= K-line (artificial intelligence) =

Type of mental agent

A K-line, or Knowledge-line, is a mental agent which represents an association of a group of other mental agents found active when a subject solves a certain problem or formulates a new idea. These were first described in Marvin Minsky's essay K-lines: A Theory of Memory, published in 1980 in the journal Cognitive Science:

When you "get an idea," or "solve a problem" ... you create what we shall call a K-line. ... When that K-line is later "activated", it reactivates ... mental agencies, creating a partial mental state "resembling the original."

"Whenever you 'get a good idea', solve a problem, or have a memorable experience, you activate a K-line to 'represent' it. A K-line is a wirelike structure that attaches itself to whichever mental agents are active when you solve a problem or have a good idea.

When you activate that K-line later, the agents attached to it are aroused, putting you into a 'mental state' much like the one you were in when you solved that problem or got that idea. This should make it relatively easy for you to solve new, similar problems!" (1998, p. 82.)

== Theoretical implications ==
The concept of K-lines has several theoretical implications for understanding memory and problem-solving in artificial intelligence and cognitive science:

- It suggests that memory is not a static storage of information, but rather a dynamic association of mental agents activated during an experience.
- K-lines provide a mechanism for generalizing from specific experiences to similar problems by reactivating the associated mental agents.
- The theory implies that memory and problem-solving are distributed processes involving the coordination of multiple mental agents rather than a single central system.

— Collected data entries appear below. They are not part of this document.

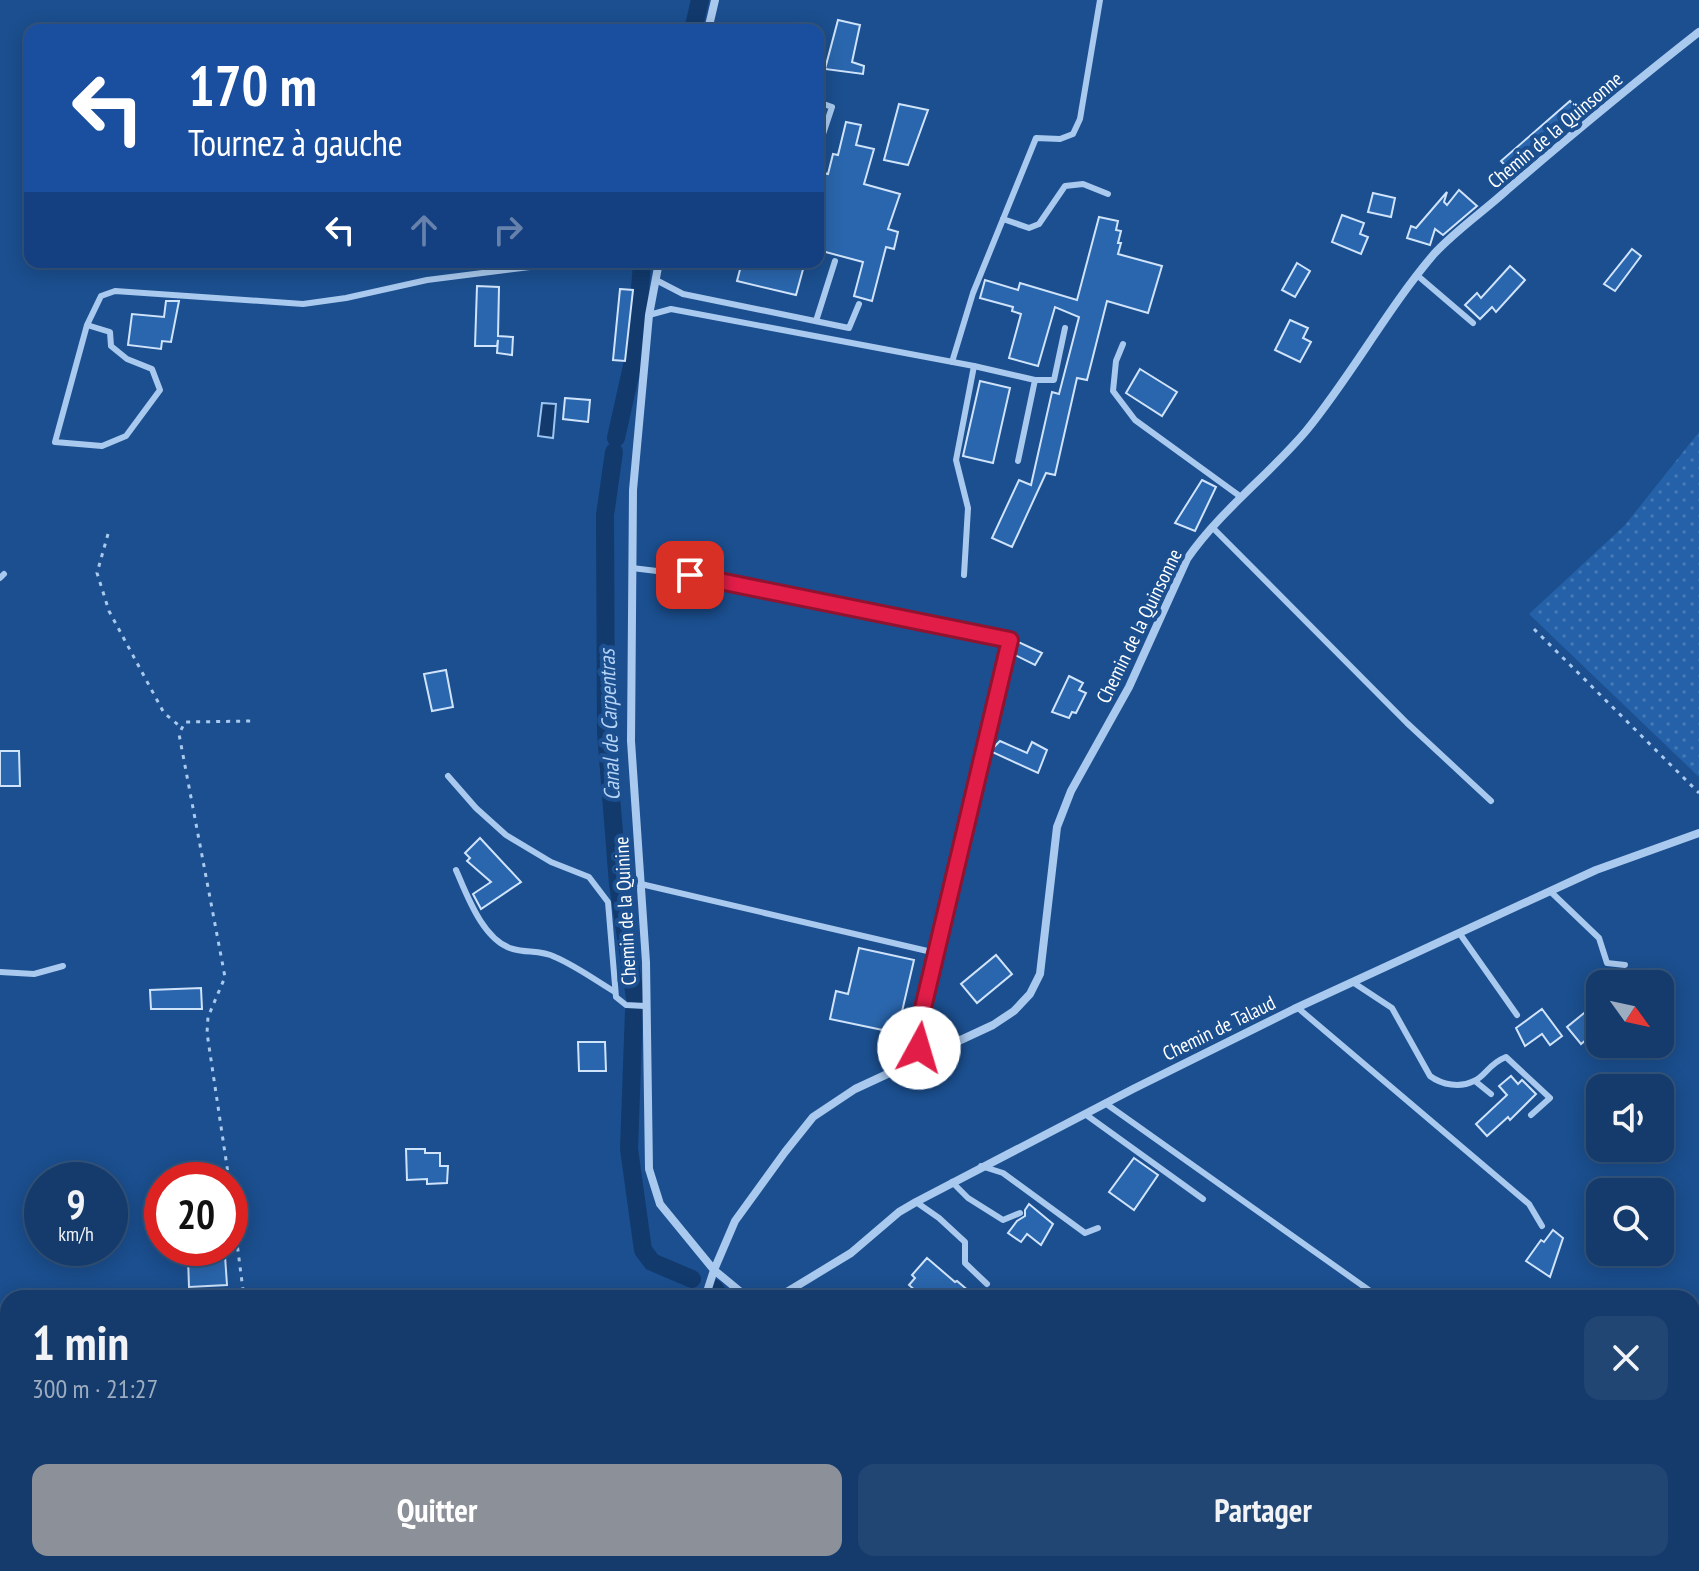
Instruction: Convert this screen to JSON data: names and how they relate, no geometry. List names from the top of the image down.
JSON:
{
  "streets": {
    "street": ["Chemin de la Quinsonne", "Chemin de la Quinine", "Chemin de Talaud"]
  },
  "crossings": [
    ["Chemin de la Quinsonne", "Chemin de la Quinine"]
  ],
  "water": ["Canal de Carpentras"],
  "north": "bottom right",
  "page": {
    "turn": ["170 m", "Tournez à gauche"],
    "speed": "9 km/h",
    "limit": "20",
    "heading": ["1 min", "300 m · 21:27"],
    "buttons": ["Quitter", "Partager"]
  }
}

== Limitations and criticisms ==
While influential, the K-line theory has also faced some criticism and limitations:

- The exact nature and implementation of K-lines in the brain or in artificial systems remains unclear and speculative.
- The theory does not provide a complete account of all aspects of memory and cognition, such as the role of language, emotions, and social interactions.
- Some argue that the theory is too vague or metaphorical to be scientifically testable or to yield specific predictions.